Session Speaker

Prospects of Drug Discovery by NMR Enhanced by Dynamic Nuclear Polarization
Geoffrey Bodenhausen
France

Nuclear magnetic resonance (NMR) has long been recognized as a powerful tool for drug research, in particular of the identification of small drug molecules that can inhibit the function of selected proteins. The Achilles’ heel of NMR is its poor sensitivity, but dynamic nuclear polarization (DNP) can greatly alleviate this problem. An overview will be given of recent progress in the field of ‘dissolution DNP’ to enhance NMR signals in solution by factors up to 10’000, as well as ‘gyrotron DNP’ which can boost NMR signals in solids by factors up to 100. We have been able to ‘hyphenate’ DNP with other methods by (1) extending the memory of long-lived singlet states in liquids to study slow exchange processes; (2) determining slow diffusion coefficients of protein complexes; (3) transferring information from slowly-relaxing nitrogen-15 to protons in choline and its metabolites; and (4) determining quadrupolar couplings of nitrogen-14 by indirect detection in solids.

References:

(1) Singlet-State Exchange NMR Spectroscopy for the Study of Very Slow Dynamic Processes, R. Sarkar, P. R. Vasos, and G. Bodenhausen, J. Am. Chem. Soc., 129, 328-334 (2007).

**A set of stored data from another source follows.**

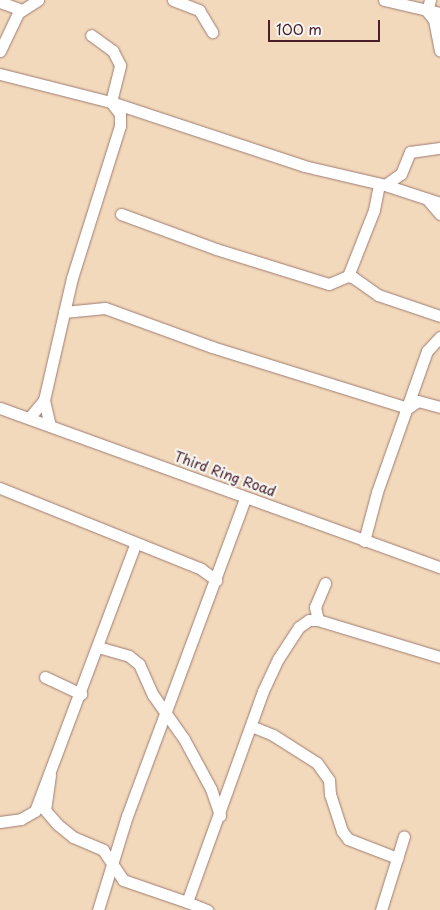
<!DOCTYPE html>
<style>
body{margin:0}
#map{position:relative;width:440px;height:910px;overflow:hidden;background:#f3d9bb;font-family:"Playpen Sans",sans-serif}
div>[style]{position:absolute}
.roads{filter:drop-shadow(0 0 1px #9e7c73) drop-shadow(0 0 1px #9e7c73)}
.minor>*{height:11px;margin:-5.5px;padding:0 5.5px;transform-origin:5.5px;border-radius:5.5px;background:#fff}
span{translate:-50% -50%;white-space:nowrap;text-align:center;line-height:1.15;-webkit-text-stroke:4.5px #f6f6f2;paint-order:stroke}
.street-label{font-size:14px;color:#4a1f2b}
.scale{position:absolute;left:268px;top:20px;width:112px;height:22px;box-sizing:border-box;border:2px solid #4a1f2b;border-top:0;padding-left:6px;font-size:15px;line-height:18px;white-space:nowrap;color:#4a1f2b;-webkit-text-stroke:4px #f6f6f2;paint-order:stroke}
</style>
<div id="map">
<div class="roads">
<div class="minor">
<div style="left:173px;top:0;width:28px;rotate:21deg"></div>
<div style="left:199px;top:10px;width:26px;rotate:59deg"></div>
<div style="left:384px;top:0;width:57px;rotate:13.1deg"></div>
<div style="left:430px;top:0;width:11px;rotate:105deg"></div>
<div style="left:427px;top:11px;width:11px;rotate:52deg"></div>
<div style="left:434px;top:20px;width:31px;rotate:79deg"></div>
<div style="left:0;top:2px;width:23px;rotate:20deg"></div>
<div style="left:0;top:51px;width:42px;rotate:-64.7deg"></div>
<div style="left:18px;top:13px;width:24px;rotate:-33deg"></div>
<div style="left:0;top:74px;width:114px;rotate:14.2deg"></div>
<div style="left:111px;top:102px;width:203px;rotate:18.3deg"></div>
<div style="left:304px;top:166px;width:83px;rotate:13.2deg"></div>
<div style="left:385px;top:185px;width:58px;rotate:18.1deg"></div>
<div style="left:385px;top:185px;width:19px;rotate:-35deg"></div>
<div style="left:401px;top:174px;width:24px;rotate:-68deg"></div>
<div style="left:410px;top:152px;width:30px;rotate:-8deg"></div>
<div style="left:427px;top:199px;width:20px;rotate:49deg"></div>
<div style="left:121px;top:214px;width:101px;rotate:20.2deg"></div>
<div style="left:216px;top:249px;width:118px;rotate:17.2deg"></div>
<div style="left:329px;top:284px;width:21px;rotate:-23deg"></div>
<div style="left:348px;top:276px;width:6px;rotate:18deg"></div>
<div style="left:354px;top:278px;width:29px;rotate:35deg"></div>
<div style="left:378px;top:295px;width:65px;rotate:18.7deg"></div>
<div style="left:348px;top:276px;width:71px;rotate:-68.5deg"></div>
<div style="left:374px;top:210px;width:26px;rotate:-79deg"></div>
<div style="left:64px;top:312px;width:41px;rotate:-5.6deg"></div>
<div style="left:105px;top:308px;width:114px;rotate:20deg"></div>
<div style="left:212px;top:347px;width:205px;rotate:17.3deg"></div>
<div style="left:408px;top:408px;width:12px;rotate:-35deg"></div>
<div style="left:418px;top:401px;width:23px;rotate:15deg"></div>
<div style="left:44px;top:400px;width:26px;rotate:77deg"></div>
<div style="left:0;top:408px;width:468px;rotate:19.9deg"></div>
<div style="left:29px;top:418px;width:23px;rotate:-50deg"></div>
<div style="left:44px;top:400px;width:125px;rotate:-77.1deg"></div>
<div style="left:72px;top:278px;width:159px;rotate:-72.5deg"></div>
<div style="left:120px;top:126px;width:12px;rotate:-90deg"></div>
<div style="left:120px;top:114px;width:15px;rotate:-127deg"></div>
<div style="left:111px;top:102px;width:38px;rotate:-76deg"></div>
<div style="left:120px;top:65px;width:16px;rotate:-117deg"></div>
<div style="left:113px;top:51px;width:27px;rotate:-144deg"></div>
<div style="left:0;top:488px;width:217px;rotate:21.9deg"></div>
<div style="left:201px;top:569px;width:19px;rotate:36deg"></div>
<div style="left:364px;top:541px;width:51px;rotate:-75.1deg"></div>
<div style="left:377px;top:492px;width:150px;rotate:-70.5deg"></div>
<div style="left:427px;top:351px;width:19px;rotate:-47deg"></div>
<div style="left:318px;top:620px;width:13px;rotate:-103deg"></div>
<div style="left:315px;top:607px;width:26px;rotate:-67deg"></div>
<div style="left:98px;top:647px;width:32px;rotate:16deg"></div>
<div style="left:129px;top:656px;width:13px;rotate:39deg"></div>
<div style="left:139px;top:664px;width:34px;rotate:66deg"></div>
<div style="left:153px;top:695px;width:54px;rotate:54.8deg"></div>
<div style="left:184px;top:739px;width:57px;rotate:61.6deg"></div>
<div style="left:211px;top:789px;width:28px;rotate:71deg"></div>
<div style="left:45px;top:677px;width:40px;rotate:25deg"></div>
<div style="left:251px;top:726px;width:24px;rotate:22deg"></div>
<div style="left:273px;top:735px;width:52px;rotate:32.5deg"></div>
<div style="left:317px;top:763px;width:21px;rotate:55deg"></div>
<div style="left:329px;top:780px;width:14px;rotate:86deg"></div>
<div style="left:330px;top:794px;width:39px;rotate:72deg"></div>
<div style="left:342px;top:831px;width:10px;rotate:53deg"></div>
<div style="left:348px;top:839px;width:53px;rotate:21.2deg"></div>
<div style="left:50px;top:775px;width:35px;rotate:98deg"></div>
<div style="left:45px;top:810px;width:18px;rotate:49deg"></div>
<div style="left:57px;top:824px;width:21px;rotate:39deg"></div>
<div style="left:73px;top:837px;width:33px;rotate:23deg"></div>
<div style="left:103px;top:850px;width:36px;rotate:56deg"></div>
<div style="left:123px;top:880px;width:68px;rotate:19deg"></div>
<div style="left:187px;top:902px;width:224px;rotate:-70.2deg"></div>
<div style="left:263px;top:691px;width:35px;rotate:-65deg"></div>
<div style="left:278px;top:659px;width:38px;rotate:-57deg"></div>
<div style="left:299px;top:627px;width:12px;rotate:-35deg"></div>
<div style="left:309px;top:620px;width:9px"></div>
<div style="left:318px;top:620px;width:127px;rotate:16.9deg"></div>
<div style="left:0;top:822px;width:21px;rotate:-8deg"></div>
<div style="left:21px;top:819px;width:16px;rotate:-30deg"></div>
<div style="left:35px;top:811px;width:284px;rotate:-69.4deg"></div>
<div style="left:187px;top:902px;width:22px;rotate:22deg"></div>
<div style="left:98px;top:910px;width:98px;rotate:-72.9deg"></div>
<div style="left:127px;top:816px;width:339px;rotate:-69.6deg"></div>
<div style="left:381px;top:910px;width:77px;rotate:-72.7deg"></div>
</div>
</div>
<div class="street-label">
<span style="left:225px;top:474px;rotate:20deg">Third Ring Road</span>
</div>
<div class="scale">100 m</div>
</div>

(2) Singlet States Open the Way to Longer Time-Scales in the Measurement of Diffusion by NMR Spectroscopy, S. Cavadini and P. Vasos, Concepts Magn. Reson., 32A, 68-78 (2008).

(3) Proton NMR of 15N-Choline Metabolites Enhanced by Dynamic Nuclear Polarization, R. Sarkar, A. Comment, P. Vasos, S. Jannin, R. Gruetter, G. Bodenhausen, H. Hall, D. Kirik, and V. Denisov, J. Am. Chem. Soc., in press (2009).

(4) Evidence for Dynamics on a 100 ns Time-Scale from Single- and Double-Quantum Nitrogen-14 NMR in Solid Peptides, S. Cavadini, A. Abraham, S. Ulzega, and G. Bodenhausen, J. Am. Chem. Soc., 130, 10850-10851 (2008).